# Bord Gais: charge tenants €200 to set up account but dont charge home owners! unfair?



## April Raine (11 Aug 2008)

bord gais charge 200 euro for a new account when one is a *tenant* but this is not levied on a *home owner*. can they do that? Would it breach equality legislation in any way


----------



## ajapale (11 Aug 2008)

*Re: Bord Gais: charge tenants €200 to set up account but dont charge home owners! unf*

Home ownership status is not a grounds to claim discrimination.

Bord Gais are perfectly entitled to charge tenants and not charge home owners to set up an account.


----------



## rmelly (11 Aug 2008)

*Re: Bord Gais: charge tenants €200 to set up account but dont charge home owners! unf*

My gas supplier charges a 'deposit' for both, ridiculous given that I currently plan to live there indefinitely.


----------



## bond-007 (11 Aug 2008)

*Re: Bord Gais: charge tenants €200 to set up account but dont charge home owners! unf*

Actually the ESB refuse to put accounts into the names of tenants until they have been resident for at least 12 months and even then a deposit of €300 is demanded.


----------



## micmclo (12 Aug 2008)

*Re: Bord Gais: charge tenants €200 to set up account but dont charge home owners! unf*



bond-007 said:


> Actually the ESB refuse to put accounts into the names of tenants until they have been resident for at least 12 months and even then a deposit of €300 is demanded.



Don't think so.
I got an account in my name as a tenant and it wasn't a problem. I pay by direct debit and I think the deposit was €150. Actually, I'm not sure if I paid a deposit or not, it was quite a while ago.


----------



## Bubbly Scot (12 Aug 2008)

*Re: Bord Gais: charge tenants €200 to set up account but dont charge home owners! unf*

If you set up a Direct Debit with ESB you don't have to pay the deposit, even as a new resident.
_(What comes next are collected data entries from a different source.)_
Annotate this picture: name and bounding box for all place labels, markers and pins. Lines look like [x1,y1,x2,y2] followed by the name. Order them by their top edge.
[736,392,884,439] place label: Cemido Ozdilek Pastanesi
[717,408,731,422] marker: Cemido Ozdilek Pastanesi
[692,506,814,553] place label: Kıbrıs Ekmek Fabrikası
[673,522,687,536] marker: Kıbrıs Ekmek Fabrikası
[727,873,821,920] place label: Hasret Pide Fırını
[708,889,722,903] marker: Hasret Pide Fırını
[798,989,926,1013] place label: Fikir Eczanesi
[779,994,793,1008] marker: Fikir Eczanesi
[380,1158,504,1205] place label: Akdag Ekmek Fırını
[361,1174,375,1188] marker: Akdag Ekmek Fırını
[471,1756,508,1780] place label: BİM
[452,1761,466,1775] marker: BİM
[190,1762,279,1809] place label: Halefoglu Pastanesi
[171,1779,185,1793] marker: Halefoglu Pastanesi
At least this was the situation recently with a tenant.


----------



## Bronte (12 Aug 2008)

*Re: Bord Gais: charge tenants €200 to set up account but dont charge home owners! unf*



bond-007 said:


> Actually the ESB refuse to put accounts into the names of tenants until they have been resident for at least 12 months and even then a deposit of €300 is demanded.


This is not true, you can have an account in your name as long as you pay the deposit.  OP I can see nothing wrong with tenant's having to pay a deposit, ESB & Bord Gais have been stung once too often.  The reason house owners do not have to pay one is that the ESB know where they live and can come after then whereas tenants can disappear.


----------



## bond-007 (12 Aug 2008)

*Re: Bord Gais: charge tenants €200 to set up account but dont charge home owners! unf*

Things must have changed, as an ESB employee I couldn't avail of my 15% employee discount on a rented house. They wanted proof of 12 months occupancy. Otherwise account had to stay in landlords name.


----------



## Suzy (12 Aug 2008)

*Re: Bord Gais: charge tenants €200 to set up account but dont charge home owners! unf*

I am a home owner and I had to pay Bord Gais €200 deposit when we moved into our house.


----------



## tml (12 Aug 2008)

*Re: Bord Gais: charge tenants €200 to set up account but dont charge home owners! unf*

they told me it was €500 deposit (home owner) but never charged me for it, mind you they have lost 2 direct debit mandates on me so I have just paid my 2 bills by laser over the phone and nobody mentioned the €500. 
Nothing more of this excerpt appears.